Saved entries:

########################################

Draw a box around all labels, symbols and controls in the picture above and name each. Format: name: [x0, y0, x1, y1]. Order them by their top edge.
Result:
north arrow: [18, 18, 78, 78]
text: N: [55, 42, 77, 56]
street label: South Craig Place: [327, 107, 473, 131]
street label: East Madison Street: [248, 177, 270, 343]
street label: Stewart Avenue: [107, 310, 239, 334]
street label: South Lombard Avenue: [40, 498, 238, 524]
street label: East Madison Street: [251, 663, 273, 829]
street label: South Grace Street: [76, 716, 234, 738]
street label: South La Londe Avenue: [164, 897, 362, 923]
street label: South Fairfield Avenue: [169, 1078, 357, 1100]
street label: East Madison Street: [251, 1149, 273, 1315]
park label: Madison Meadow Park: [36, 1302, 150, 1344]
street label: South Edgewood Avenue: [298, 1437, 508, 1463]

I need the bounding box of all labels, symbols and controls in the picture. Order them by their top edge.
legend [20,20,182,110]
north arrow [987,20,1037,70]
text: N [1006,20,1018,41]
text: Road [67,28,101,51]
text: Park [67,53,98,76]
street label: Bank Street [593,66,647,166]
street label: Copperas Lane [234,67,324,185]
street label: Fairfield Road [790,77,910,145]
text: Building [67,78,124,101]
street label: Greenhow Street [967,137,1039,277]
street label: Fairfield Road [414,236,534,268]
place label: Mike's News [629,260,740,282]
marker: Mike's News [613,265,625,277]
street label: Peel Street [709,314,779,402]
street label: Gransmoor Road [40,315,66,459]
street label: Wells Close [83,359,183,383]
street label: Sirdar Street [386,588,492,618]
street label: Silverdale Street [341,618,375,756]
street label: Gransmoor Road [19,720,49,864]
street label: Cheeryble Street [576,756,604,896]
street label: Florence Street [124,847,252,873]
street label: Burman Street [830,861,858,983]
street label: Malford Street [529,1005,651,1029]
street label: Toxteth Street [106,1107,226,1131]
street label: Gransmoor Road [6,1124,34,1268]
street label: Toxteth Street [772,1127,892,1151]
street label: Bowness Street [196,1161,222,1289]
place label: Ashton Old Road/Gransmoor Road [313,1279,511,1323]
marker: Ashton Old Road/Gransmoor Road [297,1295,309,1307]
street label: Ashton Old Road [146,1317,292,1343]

########################################

Wherever the string "their" appears in the records, copy the whole line.

# [WRITTEN RESPONSE]
Draw a box around all labels, symbols and controls in the picture above and name each. Format: name: [x0, y0, x1, y1]. Order them by their top edge.
I need the bounding box of all labels, symbols and controls in the picture. Order them by their top edge.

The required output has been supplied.